━━━ DATA FOR REVIEW
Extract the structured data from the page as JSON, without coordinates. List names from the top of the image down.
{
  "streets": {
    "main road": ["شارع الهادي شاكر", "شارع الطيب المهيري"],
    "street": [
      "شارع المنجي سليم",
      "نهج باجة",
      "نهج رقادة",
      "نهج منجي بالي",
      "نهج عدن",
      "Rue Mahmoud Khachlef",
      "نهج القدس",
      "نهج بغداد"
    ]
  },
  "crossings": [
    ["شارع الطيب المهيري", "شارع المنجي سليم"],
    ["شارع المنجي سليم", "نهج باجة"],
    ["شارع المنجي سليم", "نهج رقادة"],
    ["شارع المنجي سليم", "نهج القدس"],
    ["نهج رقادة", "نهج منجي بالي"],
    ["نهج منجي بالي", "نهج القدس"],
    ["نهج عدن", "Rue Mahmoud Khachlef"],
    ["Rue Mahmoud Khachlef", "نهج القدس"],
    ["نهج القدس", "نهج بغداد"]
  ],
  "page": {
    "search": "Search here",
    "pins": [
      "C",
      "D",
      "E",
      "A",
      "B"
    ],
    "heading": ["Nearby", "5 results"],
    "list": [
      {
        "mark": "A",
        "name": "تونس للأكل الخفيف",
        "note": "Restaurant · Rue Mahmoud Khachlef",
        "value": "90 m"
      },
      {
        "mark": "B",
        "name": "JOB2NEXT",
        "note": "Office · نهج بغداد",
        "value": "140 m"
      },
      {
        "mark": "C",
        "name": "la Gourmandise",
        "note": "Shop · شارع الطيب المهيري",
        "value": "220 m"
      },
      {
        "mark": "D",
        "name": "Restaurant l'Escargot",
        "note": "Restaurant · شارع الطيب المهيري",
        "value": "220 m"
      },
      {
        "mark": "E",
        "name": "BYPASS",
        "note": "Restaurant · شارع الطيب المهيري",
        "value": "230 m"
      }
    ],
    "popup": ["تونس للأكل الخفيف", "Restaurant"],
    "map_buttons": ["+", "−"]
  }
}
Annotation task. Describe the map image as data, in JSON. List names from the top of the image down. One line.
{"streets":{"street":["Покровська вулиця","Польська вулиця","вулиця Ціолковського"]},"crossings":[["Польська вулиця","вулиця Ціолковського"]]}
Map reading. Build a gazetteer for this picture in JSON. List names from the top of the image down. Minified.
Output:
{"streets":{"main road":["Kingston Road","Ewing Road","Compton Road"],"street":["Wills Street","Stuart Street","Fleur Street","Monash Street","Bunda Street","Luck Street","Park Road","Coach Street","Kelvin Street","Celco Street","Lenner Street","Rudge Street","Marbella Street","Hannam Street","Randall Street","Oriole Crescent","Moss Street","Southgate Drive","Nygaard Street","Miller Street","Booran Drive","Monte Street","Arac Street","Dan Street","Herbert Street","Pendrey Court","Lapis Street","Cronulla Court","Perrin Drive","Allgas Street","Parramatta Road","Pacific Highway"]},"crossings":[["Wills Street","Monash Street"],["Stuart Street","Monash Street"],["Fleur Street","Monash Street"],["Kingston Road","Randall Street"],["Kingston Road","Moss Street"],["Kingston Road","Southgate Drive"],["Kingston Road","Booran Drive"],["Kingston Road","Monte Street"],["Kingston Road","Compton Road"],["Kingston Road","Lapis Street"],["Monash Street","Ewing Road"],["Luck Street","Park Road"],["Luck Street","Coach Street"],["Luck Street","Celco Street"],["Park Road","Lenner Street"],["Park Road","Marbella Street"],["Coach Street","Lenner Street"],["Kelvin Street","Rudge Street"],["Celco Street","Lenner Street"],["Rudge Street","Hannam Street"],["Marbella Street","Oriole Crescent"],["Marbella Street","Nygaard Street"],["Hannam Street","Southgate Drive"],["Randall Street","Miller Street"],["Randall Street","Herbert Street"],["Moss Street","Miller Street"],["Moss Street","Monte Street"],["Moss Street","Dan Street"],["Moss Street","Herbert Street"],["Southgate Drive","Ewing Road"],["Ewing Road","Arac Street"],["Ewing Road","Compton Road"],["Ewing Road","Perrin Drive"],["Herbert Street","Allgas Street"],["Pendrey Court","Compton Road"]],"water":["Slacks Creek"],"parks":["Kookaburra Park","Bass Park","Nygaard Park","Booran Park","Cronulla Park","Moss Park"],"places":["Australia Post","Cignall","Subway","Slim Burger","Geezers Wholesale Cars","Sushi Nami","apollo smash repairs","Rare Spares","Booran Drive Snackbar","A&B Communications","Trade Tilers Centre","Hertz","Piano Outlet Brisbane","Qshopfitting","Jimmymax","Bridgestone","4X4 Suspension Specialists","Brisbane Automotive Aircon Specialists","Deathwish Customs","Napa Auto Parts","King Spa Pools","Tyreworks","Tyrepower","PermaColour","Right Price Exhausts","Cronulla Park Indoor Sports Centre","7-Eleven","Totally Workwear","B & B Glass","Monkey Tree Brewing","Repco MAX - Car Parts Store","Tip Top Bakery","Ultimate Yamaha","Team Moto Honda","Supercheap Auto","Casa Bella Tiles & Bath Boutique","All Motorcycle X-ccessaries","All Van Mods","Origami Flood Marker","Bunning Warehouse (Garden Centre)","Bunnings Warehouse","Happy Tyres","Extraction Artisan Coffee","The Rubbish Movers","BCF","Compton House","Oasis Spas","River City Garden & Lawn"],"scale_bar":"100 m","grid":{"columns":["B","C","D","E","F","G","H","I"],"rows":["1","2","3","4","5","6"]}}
━━━━━━
TASK GOAL:
Start to finish, restate the records above word for word.

SOLUTION FOR THIS TASK:
Extract the structured data from the page as JSON, without coordinates. List names from the top of the image down.
{
  "streets": {
    "main road": ["شارع الهادي شاكر", "شارع الطيب المهيري"],
    "street": [
      "شارع المنجي سليم",
      "نهج باجة",
      "نهج رقادة",
      "نهج منجي بالي",
      "نهج عدن",
      "Rue Mahmoud Khachlef",
      "نهج القدس",
      "نهج بغداد"
    ]
  },
  "crossings": [
    ["شارع الطيب المهيري", "شارع المنجي سليم"],
    ["شارع المنجي سليم", "نهج باجة"],
    ["شارع المنجي سليم", "نهج رقادة"],
    ["شارع المنجي سليم", "نهج القدس"],
    ["نهج رقادة", "نهج منجي بالي"],
    ["نهج منجي بالي", "نهج القدس"],
    ["نهج عدن", "Rue Mahmoud Khachlef"],
    ["Rue Mahmoud Khachlef", "نهج القدس"],
    ["نهج القدس", "نهج بغداد"]
  ],
  "page": {
    "search": "Search here",
    "pins": [
      "C",
      "D",
      "E",
      "A",
      "B"
    ],
    "heading": ["Nearby", "5 results"],
    "list": [
      {
        "mark": "A",
        "name": "تونس للأكل الخفيف",
        "note": "Restaurant · Rue Mahmoud Khachlef",
        "value": "90 m"
      },
      {
        "mark": "B",
        "name": "JOB2NEXT",
        "note": "Office · نهج بغداد",
        "value": "140 m"
      },
      {
        "mark": "C",
        "name": "la Gourmandise",
        "note": "Shop · شارع الطيب المهيري",
        "value": "220 m"
      },
      {
        "mark": "D",
        "name": "Restaurant l'Escargot",
        "note": "Restaurant · شارع الطيب المهيري",
        "value": "220 m"
      },
      {
        "mark": "E",
        "name": "BYPASS",
        "note": "Restaurant · شارع الطيب المهيري",
        "value": "230 m"
      }
    ],
    "popup": ["تونس للأكل الخفيف", "Restaurant"],
    "map_buttons": ["+", "−"]
  }
}
Annotation task. Describe the map image as data, in JSON. List names from the top of the image down. One line.
{"streets":{"street":["Покровська вулиця","Польська вулиця","вулиця Ціолковського"]},"crossings":[["Польська вулиця","вулиця Ціолковського"]]}
Map reading. Build a gazetteer for this picture in JSON. List names from the top of the image down. Minified.
Output:
{"streets":{"main road":["Kingston Road","Ewing Road","Compton Road"],"street":["Wills Street","Stuart Street","Fleur Street","Monash Street","Bunda Street","Luck Street","Park Road","Coach Street","Kelvin Street","Celco Street","Lenner Street","Rudge Street","Marbella Street","Hannam Street","Randall Street","Oriole Crescent","Moss Street","Southgate Drive","Nygaard Street","Miller Street","Booran Drive","Monte Street","Arac Street","Dan Street","Herbert Street","Pendrey Court","Lapis Street","Cronulla Court","Perrin Drive","Allgas Street","Parramatta Road","Pacific Highway"]},"crossings":[["Wills Street","Monash Street"],["Stuart Street","Monash Street"],["Fleur Street","Monash Street"],["Kingston Road","Randall Street"],["Kingston Road","Moss Street"],["Kingston Road","Southgate Drive"],["Kingston Road","Booran Drive"],["Kingston Road","Monte Street"],["Kingston Road","Compton Road"],["Kingston Road","Lapis Street"],["Monash Street","Ewing Road"],["Luck Street","Park Road"],["Luck Street","Coach Street"],["Luck Street","Celco Street"],["Park Road","Lenner Street"],["Park Road","Marbella Street"],["Coach Street","Lenner Street"],["Kelvin Street","Rudge Street"],["Celco Street","Lenner Street"],["Rudge Street","Hannam Street"],["Marbella Street","Oriole Crescent"],["Marbella Street","Nygaard Street"],["Hannam Street","Southgate Drive"],["Randall Street","Miller Street"],["Randall Street","Herbert Street"],["Moss Street","Miller Street"],["Moss Street","Monte Street"],["Moss Street","Dan Street"],["Moss Street","Herbert Street"],["Southgate Drive","Ewing Road"],["Ewing Road","Arac Street"],["Ewing Road","Compton Road"],["Ewing Road","Perrin Drive"],["Herbert Street","Allgas Street"],["Pendrey Court","Compton Road"]],"water":["Slacks Creek"],"parks":["Kookaburra Park","Bass Park","Nygaard Park","Booran Park","Cronulla Park","Moss Park"],"places":["Australia Post","Cignall","Subway","Slim Burger","Geezers Wholesale Cars","Sushi Nami","apollo smash repairs","Rare Spares","Booran Drive Snackbar","A&B Communications","Trade Tilers Centre","Hertz","Piano Outlet Brisbane","Qshopfitting","Jimmymax","Bridgestone","4X4 Suspension Specialists","Brisbane Automotive Aircon Specialists","Deathwish Customs","Napa Auto Parts","King Spa Pools","Tyreworks","Tyrepower","PermaColour","Right Price Exhausts","Cronulla Park Indoor Sports Centre","7-Eleven","Totally Workwear","B & B Glass","Monkey Tree Brewing","Repco MAX - Car Parts Store","Tip Top Bakery","Ultimate Yamaha","Team Moto Honda","Supercheap Auto","Casa Bella Tiles & Bath Boutique","All Motorcycle X-ccessaries","All Van Mods","Origami Flood Marker","Bunning Warehouse (Garden Centre)","Bunnings Warehouse","Happy Tyres","Extraction Artisan Coffee","The Rubbish Movers","BCF","Compton House","Oasis Spas","River City Garden & Lawn"],"scale_bar":"100 m","grid":{"columns":["B","C","D","E","F","G","H","I"],"rows":["1","2","3","4","5","6"]}}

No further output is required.